2. The State of the Art: A Literature Review

In the past 40 years, various researchers have tried to assess and quantify the degradation phenomena of stone materials imposed by climate change, considering changes in their surface topography (recession rate) and/or loss of material (e.g., desegregation or detachments). This activity was intended to make sound projections on cultural heritage preservation. A large part of these contributions was aimed to test the decay of carbonate rocks under specific environmental conditions, reproducing, as closely as possible, the chemical characteristics of natural rainfall [26], often using environmental test chambers in order to simulate natural conditions [27].
The main environmental parameters considered in dose–response functions are (i) the concentration of specific pollutants in the atmosphere, (ii) [H+] concentration in rainwater, (iii) rainfall, and (iv) temperature. Several static and dynamic mathematical models were refined to describe surface changes over time and at any point in time. Many authors tried to assess degradation phenomena by considering changes in surface recession using micrometers [28,29,30] or calipers [27,31]. Other authors tried to assess the effects of environmental parameters (pollutants, rainfall, humidity, temperature, and petrographical features) using climate chamber simulations and defining damage functions [27,32,33,34,35,36,37,38,39,40,41]. There are very few examples of true long-term (up to 30 years) observations of stone surface erosion [30,42]. In terms of air pollution and particulate matter (PM), the damage functions are mainly defined as the effect of the concentration of pollutants combined with other environmental factors ([6], and the literature therein). Qualitative weathering models based on the morphological evolution or damage indexes were introduced to assess the stone deterioration process [43,44,45]. In recent years, 3D modeling has proved to be an innovative tool for understanding surface morphology [44,46,47], but until now all approaches have been mainly qualitative.

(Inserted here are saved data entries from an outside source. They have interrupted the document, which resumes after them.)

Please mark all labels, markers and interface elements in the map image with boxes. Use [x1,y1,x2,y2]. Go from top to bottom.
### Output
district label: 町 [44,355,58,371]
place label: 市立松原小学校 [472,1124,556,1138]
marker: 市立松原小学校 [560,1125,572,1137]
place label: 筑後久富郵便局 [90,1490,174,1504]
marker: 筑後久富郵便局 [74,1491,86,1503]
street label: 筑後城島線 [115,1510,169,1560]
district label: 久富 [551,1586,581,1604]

In Table 1, the main equations that have been proposed for describing surface recession or loss of material are reported. Lipfert [33] identified in dissolution, air pollution, and acid rains the three main factors of damage for limestones. He set the Lv (Lipfert value) at 18.8 μm·m−1 (microns of recessed surface per meter of precipitation), based on the solubility of calcite in equilibrium with 330 ppm of CO2, and quantified the loss of material as annual surface recession per meter of precipitation. Reddy et al. [32] normalized the annual surface recession as annual rainfall, while Baedecker et al. [36] designed another equation to define the material loss based on the combined effect of temperature and the concentration of hydrogen ions.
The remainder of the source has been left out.